▶ **Stored data**
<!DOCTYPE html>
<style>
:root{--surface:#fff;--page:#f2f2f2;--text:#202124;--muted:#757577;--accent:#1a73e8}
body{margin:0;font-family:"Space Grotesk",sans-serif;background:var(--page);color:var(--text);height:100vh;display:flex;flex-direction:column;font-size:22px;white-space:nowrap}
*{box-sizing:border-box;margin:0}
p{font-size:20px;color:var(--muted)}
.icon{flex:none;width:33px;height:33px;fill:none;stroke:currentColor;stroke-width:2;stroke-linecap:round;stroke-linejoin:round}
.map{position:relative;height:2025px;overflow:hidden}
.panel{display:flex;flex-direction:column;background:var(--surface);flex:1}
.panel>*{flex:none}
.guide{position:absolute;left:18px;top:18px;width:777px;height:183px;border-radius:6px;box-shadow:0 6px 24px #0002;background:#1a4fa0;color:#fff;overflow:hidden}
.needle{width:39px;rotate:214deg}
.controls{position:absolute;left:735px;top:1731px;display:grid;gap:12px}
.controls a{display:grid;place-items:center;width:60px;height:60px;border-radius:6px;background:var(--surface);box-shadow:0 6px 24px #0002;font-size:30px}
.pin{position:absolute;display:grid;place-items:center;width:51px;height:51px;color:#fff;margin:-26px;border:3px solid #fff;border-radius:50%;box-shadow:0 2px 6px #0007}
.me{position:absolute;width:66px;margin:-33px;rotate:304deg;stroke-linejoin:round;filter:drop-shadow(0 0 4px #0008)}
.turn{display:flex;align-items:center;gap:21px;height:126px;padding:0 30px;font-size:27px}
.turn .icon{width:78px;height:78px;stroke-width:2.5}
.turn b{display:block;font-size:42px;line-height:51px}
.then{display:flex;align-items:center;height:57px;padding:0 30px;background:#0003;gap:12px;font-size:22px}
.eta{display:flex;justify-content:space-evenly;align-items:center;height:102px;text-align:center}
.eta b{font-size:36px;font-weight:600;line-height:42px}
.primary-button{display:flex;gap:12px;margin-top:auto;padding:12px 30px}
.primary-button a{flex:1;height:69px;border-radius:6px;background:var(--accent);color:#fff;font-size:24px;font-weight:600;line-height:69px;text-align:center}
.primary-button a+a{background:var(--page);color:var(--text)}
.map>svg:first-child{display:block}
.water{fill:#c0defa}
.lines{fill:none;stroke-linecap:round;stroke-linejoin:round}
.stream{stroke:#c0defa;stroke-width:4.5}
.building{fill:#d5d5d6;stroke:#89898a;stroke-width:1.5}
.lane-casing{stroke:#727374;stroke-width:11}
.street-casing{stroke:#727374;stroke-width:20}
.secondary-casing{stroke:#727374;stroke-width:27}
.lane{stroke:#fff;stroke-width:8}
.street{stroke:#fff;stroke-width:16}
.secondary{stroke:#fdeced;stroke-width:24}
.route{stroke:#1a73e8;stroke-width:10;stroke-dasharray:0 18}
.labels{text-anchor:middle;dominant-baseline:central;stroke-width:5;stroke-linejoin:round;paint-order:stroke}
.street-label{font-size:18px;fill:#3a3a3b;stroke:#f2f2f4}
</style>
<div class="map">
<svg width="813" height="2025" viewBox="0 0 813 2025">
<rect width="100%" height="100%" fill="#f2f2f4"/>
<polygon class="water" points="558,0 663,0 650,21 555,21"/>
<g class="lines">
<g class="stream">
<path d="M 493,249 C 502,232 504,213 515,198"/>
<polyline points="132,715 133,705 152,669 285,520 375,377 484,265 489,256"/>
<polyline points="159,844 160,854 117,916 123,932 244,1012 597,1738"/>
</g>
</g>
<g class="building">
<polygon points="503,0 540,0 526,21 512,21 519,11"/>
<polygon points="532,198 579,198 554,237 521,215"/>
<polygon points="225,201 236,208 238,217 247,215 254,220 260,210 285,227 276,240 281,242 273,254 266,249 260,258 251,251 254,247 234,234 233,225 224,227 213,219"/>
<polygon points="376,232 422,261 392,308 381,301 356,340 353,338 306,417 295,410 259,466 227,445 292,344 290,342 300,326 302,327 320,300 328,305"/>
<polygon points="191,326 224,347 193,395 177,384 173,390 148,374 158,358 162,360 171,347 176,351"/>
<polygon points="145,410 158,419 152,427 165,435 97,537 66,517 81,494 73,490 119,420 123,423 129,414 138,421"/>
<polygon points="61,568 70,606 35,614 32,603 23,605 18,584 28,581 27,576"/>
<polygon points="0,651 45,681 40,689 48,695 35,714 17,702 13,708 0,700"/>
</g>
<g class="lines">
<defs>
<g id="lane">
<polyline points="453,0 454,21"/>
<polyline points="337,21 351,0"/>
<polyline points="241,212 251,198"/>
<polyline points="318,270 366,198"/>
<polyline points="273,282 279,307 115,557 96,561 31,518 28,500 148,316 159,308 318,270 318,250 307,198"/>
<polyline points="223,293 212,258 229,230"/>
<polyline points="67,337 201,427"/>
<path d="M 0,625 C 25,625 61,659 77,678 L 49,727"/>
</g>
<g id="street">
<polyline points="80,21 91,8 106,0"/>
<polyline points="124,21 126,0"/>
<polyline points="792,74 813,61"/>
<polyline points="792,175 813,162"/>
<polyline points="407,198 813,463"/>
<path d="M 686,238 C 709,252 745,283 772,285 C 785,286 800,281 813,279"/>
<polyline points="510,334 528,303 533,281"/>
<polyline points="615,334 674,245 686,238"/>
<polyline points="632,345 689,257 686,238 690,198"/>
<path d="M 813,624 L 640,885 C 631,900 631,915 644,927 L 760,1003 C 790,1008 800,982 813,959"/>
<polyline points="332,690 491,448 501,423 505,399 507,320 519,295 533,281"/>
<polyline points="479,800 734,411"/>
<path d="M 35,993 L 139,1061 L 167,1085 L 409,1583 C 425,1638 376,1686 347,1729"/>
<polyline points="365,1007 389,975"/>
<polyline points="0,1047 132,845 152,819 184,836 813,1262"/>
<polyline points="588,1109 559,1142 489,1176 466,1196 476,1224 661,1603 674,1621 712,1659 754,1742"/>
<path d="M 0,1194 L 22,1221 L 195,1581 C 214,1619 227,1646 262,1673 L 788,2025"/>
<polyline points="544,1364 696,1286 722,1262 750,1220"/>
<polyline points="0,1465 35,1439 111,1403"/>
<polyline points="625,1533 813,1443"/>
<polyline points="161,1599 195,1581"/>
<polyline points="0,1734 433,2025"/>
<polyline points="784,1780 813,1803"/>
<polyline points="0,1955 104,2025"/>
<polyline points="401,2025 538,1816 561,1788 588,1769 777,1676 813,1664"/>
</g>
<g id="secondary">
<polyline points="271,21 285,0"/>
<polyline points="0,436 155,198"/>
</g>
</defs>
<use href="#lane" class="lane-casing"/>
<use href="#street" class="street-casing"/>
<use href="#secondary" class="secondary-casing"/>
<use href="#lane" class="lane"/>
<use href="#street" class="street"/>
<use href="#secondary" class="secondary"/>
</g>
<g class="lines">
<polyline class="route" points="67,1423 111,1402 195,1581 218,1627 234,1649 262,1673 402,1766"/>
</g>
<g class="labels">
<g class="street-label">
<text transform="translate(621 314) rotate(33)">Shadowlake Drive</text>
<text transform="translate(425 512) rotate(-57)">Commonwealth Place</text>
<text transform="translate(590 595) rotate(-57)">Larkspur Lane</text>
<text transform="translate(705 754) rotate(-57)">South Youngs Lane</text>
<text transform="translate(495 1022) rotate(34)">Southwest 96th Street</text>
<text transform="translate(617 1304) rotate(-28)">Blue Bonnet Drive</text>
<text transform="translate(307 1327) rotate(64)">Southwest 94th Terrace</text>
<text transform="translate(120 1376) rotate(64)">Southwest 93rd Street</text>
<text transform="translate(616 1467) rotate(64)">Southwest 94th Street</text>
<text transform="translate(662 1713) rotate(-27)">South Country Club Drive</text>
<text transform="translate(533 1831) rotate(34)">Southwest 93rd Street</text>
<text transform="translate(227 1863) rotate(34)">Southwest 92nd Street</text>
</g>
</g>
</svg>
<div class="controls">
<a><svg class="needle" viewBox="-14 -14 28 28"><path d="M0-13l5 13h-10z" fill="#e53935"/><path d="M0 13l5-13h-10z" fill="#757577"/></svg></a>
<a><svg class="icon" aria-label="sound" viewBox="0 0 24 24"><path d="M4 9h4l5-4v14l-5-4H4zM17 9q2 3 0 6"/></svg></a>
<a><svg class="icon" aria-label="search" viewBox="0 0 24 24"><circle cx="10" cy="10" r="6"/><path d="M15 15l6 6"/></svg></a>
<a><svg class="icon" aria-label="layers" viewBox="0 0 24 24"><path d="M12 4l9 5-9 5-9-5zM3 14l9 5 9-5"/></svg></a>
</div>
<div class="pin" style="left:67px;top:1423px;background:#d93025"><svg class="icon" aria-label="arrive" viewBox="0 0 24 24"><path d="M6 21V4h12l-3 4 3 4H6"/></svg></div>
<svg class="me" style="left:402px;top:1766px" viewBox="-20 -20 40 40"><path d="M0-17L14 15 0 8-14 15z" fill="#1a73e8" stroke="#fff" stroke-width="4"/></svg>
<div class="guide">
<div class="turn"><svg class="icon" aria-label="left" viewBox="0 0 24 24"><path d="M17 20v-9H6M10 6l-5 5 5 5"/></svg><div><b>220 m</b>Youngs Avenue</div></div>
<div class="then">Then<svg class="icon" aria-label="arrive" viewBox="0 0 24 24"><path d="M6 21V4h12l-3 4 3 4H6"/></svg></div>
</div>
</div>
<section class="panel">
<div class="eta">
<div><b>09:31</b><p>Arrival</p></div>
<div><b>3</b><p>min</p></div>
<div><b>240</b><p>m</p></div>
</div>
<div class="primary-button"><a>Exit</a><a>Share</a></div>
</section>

▶ **What the task requires**
Filter the records, keeping only lines that contain "controls", and show those lines.

▶ **Exercise solution**
.controls{position:absolute;left:735px;top:1731px;display:grid;gap:12px}
.controls a{display:grid;place-items:center;width:60px;height:60px;border-radius:6px;background:var(--surface);box-shadow:0 6px 24px #0002;font-size:30px}
<div class="controls">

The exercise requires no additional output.